This is the moment daredevil windsurfers risked life and limb taking on Britain’s biggest wave – a 20ft wall of water nicknamed ‘The Widow Maker’.
The notorious Cribbar wave hits the UK coastline just a handful of times a year and is famed for its ferocity and power.
The phenomenon is actually a short series of waves known as “The Widow Maker” and “The Bone Cruncher” because of the extreme danger of riding them.
It is created when low pressure systems in the Atlantic trigger huge swells which rise up as they pass over a rocky shelf called the Cribbar Reef off Newquay, Cornwall.
The wave crashed into Newquay’s Fistral Beach on Sunday reaching as high as 20ft, whipped up the wet and windy weather.
It was too big for conventional surfers – but a handful of professional windsurfers and kitesurfers ventured into the swell.
Photographer Geoff Tydeman said: “The wind was howling so the surfers had to go elsewhere.
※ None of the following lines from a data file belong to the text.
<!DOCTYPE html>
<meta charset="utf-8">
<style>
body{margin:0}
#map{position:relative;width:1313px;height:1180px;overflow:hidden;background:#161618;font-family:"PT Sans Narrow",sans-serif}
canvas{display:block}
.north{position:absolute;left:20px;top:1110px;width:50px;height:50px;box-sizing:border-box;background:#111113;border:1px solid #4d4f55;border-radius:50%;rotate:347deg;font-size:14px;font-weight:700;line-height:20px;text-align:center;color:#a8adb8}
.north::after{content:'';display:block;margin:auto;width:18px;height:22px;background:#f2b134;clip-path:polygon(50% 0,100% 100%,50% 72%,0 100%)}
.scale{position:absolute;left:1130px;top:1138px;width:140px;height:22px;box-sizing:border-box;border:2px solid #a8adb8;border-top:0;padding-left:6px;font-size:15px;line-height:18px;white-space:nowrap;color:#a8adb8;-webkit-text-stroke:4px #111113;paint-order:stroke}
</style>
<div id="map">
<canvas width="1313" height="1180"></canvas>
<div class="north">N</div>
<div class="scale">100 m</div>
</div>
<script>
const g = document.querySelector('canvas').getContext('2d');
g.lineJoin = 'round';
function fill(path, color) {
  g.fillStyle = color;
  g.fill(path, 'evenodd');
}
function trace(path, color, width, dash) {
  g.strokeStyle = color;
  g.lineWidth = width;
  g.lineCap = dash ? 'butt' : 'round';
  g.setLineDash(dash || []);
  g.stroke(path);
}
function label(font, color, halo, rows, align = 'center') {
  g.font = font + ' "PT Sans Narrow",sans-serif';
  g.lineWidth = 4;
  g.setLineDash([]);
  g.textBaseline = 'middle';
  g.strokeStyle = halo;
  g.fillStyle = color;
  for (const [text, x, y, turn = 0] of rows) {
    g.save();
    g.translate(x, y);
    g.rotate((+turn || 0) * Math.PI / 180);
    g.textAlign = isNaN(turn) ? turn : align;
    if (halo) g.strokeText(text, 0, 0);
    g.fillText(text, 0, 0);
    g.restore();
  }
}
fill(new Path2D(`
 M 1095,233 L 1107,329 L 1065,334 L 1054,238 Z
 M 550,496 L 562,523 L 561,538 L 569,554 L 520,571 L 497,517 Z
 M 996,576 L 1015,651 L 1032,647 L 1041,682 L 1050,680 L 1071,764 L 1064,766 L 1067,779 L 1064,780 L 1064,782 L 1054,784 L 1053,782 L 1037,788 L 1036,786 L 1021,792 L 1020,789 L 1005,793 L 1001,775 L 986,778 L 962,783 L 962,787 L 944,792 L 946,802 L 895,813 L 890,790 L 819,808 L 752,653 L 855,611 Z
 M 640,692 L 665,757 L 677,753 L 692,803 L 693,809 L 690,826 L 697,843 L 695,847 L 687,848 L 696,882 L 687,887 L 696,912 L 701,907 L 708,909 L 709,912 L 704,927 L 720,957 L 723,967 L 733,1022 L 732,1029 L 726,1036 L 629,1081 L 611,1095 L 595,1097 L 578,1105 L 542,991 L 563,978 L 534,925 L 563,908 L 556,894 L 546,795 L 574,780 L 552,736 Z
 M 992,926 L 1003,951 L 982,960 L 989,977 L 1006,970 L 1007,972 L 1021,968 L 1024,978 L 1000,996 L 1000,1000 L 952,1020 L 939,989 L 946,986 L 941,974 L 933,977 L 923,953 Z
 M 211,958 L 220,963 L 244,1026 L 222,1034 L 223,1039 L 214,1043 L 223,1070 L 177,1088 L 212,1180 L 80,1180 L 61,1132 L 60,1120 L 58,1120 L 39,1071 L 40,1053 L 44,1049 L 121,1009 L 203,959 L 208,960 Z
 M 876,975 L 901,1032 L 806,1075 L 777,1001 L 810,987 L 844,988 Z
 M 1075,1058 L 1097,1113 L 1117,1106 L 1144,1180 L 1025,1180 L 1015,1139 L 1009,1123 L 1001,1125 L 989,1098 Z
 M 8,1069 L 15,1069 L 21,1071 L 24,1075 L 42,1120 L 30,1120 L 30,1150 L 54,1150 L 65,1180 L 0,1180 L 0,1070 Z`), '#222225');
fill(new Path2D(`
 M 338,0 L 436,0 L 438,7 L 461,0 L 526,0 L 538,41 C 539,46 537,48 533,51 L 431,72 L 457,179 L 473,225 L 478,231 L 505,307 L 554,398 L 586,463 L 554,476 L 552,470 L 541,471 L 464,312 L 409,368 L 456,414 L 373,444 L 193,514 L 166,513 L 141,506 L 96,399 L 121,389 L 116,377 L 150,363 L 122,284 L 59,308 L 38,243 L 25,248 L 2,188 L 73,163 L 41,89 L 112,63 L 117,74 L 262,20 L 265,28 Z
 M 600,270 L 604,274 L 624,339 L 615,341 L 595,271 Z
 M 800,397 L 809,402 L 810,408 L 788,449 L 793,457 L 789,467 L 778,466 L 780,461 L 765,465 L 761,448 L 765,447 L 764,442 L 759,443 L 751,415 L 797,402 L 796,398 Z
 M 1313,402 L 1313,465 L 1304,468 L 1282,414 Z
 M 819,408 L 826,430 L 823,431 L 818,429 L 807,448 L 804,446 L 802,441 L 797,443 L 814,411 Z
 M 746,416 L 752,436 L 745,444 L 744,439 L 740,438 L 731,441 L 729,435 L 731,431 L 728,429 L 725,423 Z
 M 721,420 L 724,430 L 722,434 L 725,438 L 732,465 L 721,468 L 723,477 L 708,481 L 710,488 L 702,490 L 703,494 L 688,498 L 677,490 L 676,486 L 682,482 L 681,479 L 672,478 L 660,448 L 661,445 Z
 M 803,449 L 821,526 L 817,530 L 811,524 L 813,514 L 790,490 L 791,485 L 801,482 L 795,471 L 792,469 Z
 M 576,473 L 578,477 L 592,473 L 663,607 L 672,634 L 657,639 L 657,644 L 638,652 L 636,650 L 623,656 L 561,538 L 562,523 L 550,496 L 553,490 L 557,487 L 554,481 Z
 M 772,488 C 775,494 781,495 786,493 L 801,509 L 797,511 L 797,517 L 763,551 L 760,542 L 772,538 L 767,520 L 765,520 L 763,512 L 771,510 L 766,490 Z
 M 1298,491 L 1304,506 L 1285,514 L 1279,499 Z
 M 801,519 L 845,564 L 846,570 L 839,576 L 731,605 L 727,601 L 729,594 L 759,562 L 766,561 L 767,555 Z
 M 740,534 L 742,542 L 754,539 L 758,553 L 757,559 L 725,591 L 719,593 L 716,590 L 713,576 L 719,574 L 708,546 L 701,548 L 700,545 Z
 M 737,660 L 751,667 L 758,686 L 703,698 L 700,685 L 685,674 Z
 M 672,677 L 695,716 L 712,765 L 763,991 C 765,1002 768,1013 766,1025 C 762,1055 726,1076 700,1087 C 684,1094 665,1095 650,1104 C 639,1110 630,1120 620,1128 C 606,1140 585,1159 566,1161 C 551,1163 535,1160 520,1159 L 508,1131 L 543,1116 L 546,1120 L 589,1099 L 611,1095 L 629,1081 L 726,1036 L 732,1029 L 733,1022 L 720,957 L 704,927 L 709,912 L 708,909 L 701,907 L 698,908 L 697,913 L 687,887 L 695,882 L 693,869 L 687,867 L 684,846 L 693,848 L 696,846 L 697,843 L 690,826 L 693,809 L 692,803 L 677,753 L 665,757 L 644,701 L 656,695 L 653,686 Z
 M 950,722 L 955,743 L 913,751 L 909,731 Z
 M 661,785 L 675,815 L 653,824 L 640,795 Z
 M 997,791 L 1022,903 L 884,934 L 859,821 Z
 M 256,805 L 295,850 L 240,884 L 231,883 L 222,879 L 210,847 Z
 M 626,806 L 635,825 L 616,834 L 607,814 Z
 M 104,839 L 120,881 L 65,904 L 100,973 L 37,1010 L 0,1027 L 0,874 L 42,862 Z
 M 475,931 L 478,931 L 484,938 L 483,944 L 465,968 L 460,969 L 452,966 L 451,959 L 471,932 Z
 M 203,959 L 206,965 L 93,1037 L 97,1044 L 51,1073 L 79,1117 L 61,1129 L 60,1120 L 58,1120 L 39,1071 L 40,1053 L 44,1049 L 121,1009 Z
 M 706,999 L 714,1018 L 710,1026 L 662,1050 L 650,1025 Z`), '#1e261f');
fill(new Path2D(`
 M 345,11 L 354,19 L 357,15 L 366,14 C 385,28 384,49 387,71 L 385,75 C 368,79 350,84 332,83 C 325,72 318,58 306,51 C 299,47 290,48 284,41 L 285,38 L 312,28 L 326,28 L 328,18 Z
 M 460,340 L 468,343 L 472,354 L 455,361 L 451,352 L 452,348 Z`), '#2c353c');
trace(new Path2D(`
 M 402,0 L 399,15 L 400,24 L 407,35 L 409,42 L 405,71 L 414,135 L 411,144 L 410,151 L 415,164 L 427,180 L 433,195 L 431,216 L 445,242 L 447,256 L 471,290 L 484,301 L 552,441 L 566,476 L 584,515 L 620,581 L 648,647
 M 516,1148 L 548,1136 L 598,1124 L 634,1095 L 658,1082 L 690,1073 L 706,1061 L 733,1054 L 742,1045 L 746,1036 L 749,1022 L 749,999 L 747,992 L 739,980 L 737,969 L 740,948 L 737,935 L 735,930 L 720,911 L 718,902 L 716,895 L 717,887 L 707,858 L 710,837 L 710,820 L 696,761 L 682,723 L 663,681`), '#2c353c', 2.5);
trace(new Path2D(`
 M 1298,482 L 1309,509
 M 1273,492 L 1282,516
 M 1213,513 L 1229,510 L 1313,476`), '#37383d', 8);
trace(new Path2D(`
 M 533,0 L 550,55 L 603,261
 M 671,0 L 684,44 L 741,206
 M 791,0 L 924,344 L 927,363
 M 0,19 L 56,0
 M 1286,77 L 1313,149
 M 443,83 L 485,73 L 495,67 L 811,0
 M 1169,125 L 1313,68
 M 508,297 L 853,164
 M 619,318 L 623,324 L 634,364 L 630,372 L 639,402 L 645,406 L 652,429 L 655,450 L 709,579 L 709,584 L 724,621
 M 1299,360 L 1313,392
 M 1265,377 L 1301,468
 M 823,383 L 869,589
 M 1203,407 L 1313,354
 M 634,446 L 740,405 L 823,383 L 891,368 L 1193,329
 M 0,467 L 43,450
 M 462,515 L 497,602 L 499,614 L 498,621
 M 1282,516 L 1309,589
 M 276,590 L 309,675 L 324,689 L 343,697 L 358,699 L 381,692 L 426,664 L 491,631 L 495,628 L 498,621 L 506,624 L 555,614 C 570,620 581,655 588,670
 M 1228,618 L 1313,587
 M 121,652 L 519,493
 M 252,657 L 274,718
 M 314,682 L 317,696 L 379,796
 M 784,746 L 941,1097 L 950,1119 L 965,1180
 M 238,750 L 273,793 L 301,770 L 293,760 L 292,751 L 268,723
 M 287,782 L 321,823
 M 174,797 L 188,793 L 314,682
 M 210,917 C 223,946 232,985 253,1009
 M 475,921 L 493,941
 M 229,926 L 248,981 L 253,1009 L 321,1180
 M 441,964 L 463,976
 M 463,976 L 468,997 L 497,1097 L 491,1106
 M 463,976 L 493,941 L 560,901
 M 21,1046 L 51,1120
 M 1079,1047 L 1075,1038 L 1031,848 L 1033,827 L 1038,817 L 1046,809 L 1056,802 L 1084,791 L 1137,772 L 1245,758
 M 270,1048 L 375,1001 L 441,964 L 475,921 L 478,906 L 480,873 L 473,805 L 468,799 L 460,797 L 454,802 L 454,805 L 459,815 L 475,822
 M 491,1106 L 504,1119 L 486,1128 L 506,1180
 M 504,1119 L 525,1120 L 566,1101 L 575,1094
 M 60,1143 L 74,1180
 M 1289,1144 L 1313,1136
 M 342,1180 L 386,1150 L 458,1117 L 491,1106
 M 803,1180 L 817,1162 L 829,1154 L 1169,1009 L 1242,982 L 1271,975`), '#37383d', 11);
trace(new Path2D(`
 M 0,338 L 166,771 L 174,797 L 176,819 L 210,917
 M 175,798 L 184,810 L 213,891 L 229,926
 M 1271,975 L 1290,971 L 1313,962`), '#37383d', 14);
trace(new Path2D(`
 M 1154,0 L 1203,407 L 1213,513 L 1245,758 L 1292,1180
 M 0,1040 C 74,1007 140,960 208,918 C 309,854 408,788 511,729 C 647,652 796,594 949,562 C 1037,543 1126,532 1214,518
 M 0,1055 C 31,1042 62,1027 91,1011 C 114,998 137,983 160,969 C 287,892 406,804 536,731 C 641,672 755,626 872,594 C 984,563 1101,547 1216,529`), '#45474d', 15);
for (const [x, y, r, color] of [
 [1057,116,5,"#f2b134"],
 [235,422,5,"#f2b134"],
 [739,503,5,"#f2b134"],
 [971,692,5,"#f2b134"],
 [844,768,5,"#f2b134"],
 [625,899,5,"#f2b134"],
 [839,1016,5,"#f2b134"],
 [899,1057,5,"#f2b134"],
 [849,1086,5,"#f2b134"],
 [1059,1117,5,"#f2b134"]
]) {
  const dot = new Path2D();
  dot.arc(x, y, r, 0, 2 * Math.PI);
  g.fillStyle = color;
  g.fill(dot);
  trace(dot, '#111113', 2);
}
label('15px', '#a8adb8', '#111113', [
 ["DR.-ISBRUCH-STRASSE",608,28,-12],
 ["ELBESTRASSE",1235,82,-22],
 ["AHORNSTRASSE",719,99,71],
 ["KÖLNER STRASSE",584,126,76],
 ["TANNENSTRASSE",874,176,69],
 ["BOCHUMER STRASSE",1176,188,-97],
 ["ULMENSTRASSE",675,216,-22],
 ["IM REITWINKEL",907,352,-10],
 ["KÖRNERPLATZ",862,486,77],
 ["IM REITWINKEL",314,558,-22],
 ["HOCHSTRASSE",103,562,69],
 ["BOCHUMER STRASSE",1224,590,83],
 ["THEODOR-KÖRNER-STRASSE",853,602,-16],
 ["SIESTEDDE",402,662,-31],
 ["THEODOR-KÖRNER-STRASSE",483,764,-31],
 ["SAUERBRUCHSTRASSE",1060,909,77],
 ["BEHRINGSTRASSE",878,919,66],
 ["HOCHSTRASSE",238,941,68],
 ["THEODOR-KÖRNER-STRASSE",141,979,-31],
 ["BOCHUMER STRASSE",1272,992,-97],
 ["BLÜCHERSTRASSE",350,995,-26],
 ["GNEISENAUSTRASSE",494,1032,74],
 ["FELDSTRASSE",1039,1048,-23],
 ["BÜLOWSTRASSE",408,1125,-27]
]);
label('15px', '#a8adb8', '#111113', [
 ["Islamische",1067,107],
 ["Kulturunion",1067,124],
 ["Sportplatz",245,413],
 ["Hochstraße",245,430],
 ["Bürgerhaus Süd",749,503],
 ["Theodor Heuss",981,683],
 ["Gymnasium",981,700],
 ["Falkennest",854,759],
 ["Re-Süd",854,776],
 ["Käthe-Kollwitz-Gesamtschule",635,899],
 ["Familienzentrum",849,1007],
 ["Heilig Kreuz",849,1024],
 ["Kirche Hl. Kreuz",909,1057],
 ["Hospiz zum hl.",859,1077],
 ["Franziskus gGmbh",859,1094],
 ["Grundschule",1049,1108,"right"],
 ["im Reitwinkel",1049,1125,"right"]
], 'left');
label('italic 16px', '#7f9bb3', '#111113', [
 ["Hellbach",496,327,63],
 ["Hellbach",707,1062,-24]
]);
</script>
“I’ve been taking pictures at the Cribbar for years and this is only the second time I’ve ever seen windsurfers attempt the wave.
“You need to know what you’re doing on the Cribbar – it’s not one for faint-hearted.”
The Cribbar has been part of surfing folklore since 1966 when three visiting Australians stumbled upon it and were amazed by its size.
Ever since then experienced surfers from across the globe have come to the UK to take on the challenge.